WHAT YOU NEED TO DO:
Every single entry must be reproduced precisely.

EXERCISE DATA:
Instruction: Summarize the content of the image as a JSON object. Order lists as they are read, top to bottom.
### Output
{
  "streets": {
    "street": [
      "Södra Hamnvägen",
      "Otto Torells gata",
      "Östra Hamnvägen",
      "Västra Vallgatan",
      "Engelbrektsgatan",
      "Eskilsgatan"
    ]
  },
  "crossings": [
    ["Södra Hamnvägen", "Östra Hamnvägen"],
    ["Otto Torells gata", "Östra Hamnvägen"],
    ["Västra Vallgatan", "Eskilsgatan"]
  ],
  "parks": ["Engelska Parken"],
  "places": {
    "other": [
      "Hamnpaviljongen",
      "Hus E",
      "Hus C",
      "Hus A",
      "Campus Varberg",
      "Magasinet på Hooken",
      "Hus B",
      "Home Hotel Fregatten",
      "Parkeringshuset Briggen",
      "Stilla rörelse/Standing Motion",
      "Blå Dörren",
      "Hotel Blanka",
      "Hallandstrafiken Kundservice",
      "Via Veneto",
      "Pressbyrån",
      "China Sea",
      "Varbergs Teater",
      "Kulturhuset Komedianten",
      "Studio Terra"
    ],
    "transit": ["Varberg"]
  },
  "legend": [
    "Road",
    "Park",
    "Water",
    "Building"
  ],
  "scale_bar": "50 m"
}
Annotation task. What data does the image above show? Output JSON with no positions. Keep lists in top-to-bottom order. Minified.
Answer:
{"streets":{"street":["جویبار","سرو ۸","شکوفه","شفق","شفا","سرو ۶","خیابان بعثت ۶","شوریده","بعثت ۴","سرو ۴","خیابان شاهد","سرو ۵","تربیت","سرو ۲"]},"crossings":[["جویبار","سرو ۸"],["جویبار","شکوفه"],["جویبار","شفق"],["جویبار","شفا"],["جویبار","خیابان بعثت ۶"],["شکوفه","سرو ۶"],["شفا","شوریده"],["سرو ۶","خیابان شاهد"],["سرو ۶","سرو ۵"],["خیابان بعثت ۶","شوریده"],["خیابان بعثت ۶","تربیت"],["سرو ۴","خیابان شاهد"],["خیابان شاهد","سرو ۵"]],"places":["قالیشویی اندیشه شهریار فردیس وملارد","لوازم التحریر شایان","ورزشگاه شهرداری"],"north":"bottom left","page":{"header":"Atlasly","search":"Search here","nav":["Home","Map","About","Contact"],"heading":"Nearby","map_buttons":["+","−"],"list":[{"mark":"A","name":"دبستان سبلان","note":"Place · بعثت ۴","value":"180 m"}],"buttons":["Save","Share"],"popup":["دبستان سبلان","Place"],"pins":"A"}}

EXERCISE RESPONSE:
Instruction: Summarize the content of the image as a JSON object. Order lists as they are read, top to bottom.
### Output
{
  "streets": {
    "street": [
      "Södra Hamnvägen",
      "Otto Torells gata",
      "Östra Hamnvägen",
      "Västra Vallgatan",
      "Engelbrektsgatan",
      "Eskilsgatan"
    ]
  },
  "crossings": [
    ["Södra Hamnvägen", "Östra Hamnvägen"],
    ["Otto Torells gata", "Östra Hamnvägen"],
    ["Västra Vallgatan", "Eskilsgatan"]
  ],
  "parks": ["Engelska Parken"],
  "places": {
    "other": [
      "Hamnpaviljongen",
      "Hus E",
      "Hus C",
      "Hus A",
      "Campus Varberg",
      "Magasinet på Hooken",
      "Hus B",
      "Home Hotel Fregatten",
      "Parkeringshuset Briggen",
      "Stilla rörelse/Standing Motion",
      "Blå Dörren",
      "Hotel Blanka",
      "Hallandstrafiken Kundservice",
      "Via Veneto",
      "Pressbyrån",
      "China Sea",
      "Varbergs Teater",
      "Kulturhuset Komedianten",
      "Studio Terra"
    ],
    "transit": ["Varberg"]
  },
  "legend": [
    "Road",
    "Park",
    "Water",
    "Building"
  ],
  "scale_bar": "50 m"
}
Annotation task. What data does the image above show? Output JSON with no positions. Keep lists in top-to-bottom order. Minified.
Answer:
{"streets":{"street":["جویبار","سرو ۸","شکوفه","شفق","شفا","سرو ۶","خیابان بعثت ۶","شوریده","بعثت ۴","سرو ۴","خیابان شاهد","سرو ۵","تربیت","سرو ۲"]},"crossings":[["جویبار","سرو ۸"],["جویبار","شکوفه"],["جویبار","شفق"],["جویبار","شفا"],["جویبار","خیابان بعثت ۶"],["شکوفه","سرو ۶"],["شفا","شوریده"],["سرو ۶","خیابان شاهد"],["سرو ۶","سرو ۵"],["خیابان بعثت ۶","شوریده"],["خیابان بعثت ۶","تربیت"],["سرو ۴","خیابان شاهد"],["خیابان شاهد","سرو ۵"]],"places":["قالیشویی اندیشه شهریار فردیس وملارد","لوازم التحریر شایان","ورزشگاه شهرداری"],"north":"bottom left","page":{"header":"Atlasly","search":"Search here","nav":["Home","Map","About","Contact"],"heading":"Nearby","map_buttons":["+","−"],"list":[{"mark":"A","name":"دبستان سبلان","note":"Place · بعثت ۴","value":"180 m"}],"buttons":["Save","Share"],"popup":["دبستان سبلان","Place"],"pins":"A"}}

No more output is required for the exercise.